When she concluded, her mother asked her why she thanked God for pancakes when they were having chicken-pot-pie.
She smiled and said, "I thought I would check to see if He was paying attention."
After ordering a milkshake, a man had to leave his seat in the restaurant to use the rest room. Since he didn't want anyone to take his shake, he took a paper napkin, wrote on it, "The world's strongest weight lifter," and left it under his glass.
When he returned from making his call, the glass was empty.

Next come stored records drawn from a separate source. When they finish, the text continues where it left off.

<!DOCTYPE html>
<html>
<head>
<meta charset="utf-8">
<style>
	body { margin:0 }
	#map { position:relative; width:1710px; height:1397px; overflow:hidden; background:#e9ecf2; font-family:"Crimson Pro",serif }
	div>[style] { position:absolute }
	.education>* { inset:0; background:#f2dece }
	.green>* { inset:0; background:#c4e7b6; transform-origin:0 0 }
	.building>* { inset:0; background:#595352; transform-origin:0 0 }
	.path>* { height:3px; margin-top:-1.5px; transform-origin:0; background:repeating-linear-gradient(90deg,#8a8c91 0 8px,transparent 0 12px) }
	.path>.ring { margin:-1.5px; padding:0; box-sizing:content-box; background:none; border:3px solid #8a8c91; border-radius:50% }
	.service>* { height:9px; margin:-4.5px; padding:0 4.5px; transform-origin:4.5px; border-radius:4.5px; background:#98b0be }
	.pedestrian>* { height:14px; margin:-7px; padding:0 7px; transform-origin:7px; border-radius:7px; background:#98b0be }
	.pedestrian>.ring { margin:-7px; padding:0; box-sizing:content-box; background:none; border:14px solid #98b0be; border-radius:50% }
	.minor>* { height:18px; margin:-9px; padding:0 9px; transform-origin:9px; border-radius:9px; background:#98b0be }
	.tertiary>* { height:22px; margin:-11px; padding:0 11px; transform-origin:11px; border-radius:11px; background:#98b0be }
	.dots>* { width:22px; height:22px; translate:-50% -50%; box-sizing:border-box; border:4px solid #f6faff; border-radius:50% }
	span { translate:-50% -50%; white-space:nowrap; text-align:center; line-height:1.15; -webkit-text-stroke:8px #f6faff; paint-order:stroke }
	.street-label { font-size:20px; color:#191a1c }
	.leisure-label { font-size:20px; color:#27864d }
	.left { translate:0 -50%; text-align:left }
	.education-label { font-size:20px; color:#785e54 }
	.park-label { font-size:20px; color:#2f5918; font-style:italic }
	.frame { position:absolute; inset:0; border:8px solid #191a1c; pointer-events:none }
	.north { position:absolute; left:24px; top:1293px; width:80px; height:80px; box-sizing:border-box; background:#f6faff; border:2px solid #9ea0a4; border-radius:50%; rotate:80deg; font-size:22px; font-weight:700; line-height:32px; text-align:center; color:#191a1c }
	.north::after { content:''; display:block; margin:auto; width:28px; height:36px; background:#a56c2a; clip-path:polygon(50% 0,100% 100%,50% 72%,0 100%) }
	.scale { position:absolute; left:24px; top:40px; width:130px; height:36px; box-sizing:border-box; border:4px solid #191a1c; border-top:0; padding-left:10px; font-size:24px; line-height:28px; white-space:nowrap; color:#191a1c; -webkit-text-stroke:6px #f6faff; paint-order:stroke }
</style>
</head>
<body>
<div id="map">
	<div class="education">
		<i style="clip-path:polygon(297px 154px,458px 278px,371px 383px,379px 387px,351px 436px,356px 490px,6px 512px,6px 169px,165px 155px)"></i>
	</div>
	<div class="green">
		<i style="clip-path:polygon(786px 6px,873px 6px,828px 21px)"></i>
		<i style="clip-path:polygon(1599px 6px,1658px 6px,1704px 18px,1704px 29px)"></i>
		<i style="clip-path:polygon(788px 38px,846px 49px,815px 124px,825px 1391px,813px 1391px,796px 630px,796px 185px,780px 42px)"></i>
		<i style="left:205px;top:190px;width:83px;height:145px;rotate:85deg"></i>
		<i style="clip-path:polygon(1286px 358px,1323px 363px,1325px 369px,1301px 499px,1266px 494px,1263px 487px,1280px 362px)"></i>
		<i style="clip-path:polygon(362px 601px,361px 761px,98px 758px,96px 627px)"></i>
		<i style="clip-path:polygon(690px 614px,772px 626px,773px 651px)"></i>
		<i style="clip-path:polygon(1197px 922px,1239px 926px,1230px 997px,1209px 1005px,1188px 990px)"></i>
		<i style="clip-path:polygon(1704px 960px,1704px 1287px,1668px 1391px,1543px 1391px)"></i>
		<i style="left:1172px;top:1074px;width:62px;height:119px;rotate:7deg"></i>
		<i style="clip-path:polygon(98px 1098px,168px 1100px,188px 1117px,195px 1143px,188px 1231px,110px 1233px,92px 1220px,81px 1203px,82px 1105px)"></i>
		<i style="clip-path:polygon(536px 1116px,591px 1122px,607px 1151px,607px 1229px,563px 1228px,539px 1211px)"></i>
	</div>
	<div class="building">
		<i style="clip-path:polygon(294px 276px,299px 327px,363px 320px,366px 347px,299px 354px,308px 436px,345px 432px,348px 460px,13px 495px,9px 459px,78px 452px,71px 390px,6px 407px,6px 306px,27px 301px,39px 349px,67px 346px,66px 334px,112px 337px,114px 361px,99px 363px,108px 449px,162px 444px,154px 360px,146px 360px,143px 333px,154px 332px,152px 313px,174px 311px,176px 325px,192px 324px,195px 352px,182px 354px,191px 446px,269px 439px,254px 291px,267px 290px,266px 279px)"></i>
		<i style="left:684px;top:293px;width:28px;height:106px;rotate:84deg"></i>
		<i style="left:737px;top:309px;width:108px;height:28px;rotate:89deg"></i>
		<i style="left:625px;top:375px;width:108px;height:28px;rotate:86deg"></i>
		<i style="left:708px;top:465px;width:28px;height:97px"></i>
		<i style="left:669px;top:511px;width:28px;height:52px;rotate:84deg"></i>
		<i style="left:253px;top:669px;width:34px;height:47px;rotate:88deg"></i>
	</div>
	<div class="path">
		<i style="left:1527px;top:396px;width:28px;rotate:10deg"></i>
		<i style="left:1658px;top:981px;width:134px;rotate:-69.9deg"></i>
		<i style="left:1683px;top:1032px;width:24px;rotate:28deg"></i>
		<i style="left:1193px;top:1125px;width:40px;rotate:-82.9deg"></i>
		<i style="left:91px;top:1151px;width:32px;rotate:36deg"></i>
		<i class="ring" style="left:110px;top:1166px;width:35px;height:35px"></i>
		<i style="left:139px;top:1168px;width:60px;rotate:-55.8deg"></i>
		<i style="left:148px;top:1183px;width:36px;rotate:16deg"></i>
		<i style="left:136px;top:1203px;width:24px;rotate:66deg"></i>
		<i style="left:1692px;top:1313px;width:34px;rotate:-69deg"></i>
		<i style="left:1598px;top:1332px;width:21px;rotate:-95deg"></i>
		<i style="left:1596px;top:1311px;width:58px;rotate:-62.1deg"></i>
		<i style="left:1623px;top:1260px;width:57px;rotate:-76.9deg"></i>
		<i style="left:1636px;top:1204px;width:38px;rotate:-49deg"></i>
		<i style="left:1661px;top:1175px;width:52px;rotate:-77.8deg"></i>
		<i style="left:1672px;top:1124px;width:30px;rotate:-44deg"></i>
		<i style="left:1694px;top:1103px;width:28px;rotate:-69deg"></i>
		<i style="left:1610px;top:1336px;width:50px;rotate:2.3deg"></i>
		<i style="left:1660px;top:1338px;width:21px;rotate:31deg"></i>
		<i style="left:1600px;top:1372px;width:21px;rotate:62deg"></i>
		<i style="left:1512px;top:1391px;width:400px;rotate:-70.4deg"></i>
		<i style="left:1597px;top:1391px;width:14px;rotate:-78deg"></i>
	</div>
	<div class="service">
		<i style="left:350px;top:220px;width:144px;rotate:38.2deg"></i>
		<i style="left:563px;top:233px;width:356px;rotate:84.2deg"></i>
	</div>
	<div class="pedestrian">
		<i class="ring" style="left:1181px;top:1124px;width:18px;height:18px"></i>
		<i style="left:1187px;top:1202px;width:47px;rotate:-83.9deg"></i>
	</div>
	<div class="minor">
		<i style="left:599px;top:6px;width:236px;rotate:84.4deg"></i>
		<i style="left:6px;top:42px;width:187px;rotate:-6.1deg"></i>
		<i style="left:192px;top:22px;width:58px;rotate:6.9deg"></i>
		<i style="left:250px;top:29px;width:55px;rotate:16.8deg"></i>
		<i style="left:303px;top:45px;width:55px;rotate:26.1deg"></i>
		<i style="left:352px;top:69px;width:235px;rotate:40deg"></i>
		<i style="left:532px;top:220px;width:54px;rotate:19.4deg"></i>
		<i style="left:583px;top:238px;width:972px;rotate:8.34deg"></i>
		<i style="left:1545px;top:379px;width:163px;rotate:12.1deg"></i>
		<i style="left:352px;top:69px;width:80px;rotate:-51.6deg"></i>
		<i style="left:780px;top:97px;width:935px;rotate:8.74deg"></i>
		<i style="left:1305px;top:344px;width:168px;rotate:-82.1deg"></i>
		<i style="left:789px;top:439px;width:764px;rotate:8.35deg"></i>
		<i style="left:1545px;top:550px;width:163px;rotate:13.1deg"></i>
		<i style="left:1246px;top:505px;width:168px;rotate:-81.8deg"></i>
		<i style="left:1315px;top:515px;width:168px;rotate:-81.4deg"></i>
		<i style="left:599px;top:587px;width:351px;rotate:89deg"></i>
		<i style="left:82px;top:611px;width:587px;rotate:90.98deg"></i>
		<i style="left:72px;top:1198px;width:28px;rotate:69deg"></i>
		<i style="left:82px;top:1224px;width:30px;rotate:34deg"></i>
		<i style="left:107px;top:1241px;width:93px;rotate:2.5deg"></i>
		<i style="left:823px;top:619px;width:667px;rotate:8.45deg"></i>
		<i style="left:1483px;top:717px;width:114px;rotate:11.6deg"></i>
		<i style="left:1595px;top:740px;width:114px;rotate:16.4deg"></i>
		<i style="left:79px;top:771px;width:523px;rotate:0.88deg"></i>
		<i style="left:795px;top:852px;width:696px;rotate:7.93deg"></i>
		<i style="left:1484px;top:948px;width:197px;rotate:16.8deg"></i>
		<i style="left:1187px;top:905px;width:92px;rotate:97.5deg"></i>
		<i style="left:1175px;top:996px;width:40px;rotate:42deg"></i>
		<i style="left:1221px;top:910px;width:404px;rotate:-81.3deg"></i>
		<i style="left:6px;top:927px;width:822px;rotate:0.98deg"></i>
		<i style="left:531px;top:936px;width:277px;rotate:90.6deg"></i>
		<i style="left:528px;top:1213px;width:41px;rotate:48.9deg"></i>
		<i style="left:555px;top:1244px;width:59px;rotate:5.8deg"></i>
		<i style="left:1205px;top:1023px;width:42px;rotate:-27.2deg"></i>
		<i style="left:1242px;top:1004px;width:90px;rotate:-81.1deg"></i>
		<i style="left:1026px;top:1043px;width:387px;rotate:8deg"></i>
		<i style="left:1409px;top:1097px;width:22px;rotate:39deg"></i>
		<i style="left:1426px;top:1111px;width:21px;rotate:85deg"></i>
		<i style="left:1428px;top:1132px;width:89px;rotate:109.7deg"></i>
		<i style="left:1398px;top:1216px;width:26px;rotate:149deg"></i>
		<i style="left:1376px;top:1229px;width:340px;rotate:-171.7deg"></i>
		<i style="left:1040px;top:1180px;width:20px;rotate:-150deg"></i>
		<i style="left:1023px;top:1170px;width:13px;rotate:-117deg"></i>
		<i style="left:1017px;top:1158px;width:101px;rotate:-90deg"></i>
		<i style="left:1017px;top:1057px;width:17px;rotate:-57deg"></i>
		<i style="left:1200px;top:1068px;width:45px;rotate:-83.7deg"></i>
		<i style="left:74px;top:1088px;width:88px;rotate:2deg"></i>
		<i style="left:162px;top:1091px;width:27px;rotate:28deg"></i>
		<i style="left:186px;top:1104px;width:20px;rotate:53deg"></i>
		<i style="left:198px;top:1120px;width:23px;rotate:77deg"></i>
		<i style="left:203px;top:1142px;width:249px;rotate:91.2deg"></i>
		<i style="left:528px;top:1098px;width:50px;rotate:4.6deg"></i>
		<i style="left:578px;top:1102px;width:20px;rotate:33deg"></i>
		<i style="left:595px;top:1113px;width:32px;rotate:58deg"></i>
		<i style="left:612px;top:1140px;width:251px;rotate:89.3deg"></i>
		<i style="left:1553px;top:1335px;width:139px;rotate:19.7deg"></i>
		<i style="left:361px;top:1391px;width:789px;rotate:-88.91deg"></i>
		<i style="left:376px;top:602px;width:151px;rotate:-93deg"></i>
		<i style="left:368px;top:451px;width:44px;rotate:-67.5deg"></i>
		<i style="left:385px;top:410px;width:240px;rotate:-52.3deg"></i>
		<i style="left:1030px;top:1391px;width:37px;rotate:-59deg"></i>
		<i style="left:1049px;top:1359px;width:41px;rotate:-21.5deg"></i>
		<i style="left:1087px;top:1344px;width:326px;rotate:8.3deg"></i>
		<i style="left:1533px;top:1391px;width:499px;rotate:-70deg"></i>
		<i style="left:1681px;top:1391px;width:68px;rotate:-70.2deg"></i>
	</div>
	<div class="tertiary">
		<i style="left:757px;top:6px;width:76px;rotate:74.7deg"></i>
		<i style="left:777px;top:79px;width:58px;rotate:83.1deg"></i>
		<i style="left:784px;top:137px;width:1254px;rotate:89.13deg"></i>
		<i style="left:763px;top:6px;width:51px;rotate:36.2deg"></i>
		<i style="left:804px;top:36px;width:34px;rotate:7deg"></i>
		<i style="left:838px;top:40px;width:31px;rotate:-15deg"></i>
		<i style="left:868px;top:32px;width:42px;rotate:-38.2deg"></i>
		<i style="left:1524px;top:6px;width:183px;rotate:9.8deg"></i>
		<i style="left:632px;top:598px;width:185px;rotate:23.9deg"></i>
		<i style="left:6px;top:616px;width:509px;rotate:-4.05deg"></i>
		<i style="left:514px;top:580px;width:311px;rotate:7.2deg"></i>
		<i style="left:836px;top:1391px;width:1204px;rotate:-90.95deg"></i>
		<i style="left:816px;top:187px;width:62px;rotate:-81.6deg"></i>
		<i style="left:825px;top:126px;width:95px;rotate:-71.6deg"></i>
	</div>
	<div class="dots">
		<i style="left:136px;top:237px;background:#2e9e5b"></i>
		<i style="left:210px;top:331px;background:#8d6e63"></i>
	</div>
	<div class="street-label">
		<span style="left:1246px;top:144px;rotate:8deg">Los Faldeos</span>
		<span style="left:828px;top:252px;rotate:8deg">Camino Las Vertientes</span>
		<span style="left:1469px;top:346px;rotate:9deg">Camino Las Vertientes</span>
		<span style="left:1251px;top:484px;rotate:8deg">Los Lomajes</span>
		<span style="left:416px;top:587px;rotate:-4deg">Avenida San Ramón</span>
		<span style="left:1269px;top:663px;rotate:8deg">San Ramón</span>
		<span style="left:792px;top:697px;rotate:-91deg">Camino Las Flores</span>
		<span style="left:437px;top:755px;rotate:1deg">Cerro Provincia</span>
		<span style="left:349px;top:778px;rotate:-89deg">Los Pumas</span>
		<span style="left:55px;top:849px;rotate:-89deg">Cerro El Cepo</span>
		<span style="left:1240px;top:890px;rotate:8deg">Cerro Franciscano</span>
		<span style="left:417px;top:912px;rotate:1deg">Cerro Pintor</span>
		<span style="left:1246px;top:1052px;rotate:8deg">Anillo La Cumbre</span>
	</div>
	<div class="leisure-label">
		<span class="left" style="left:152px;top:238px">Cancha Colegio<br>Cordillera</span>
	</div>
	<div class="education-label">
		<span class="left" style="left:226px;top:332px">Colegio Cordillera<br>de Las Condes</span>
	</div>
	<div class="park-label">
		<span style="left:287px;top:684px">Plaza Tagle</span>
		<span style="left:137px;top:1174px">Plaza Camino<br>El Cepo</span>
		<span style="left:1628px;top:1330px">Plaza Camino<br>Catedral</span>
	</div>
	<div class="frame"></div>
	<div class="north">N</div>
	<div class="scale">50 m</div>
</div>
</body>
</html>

Under it was a new napkin with a note that said "Thanks for the treat!" It was signed, "The world's fastest runner."
A good piece of chocolate has about 200 calories. As I enjoy two servings per night and a few more on weekends, I consume 3,500 calories of chocolate in a week, which equals to one pound of weight per week.
Therefore, in the last three and a half years, I have had a chocolate caloric intake of about 180 pounds. I only weigh 165 pounds, so without chocolate, I would have wasted away to nothing about three months ago.
I owe my life to chocolate!
"Look at this mess!" roared an angry customer at a local cafe, pointing to his squashed doughnut.
"It's just as you ordered it, sir," the waitress replied meekly.
"What do you mean?" barked the customer.
"You told me to bring you coffee and a doughnut and step on it."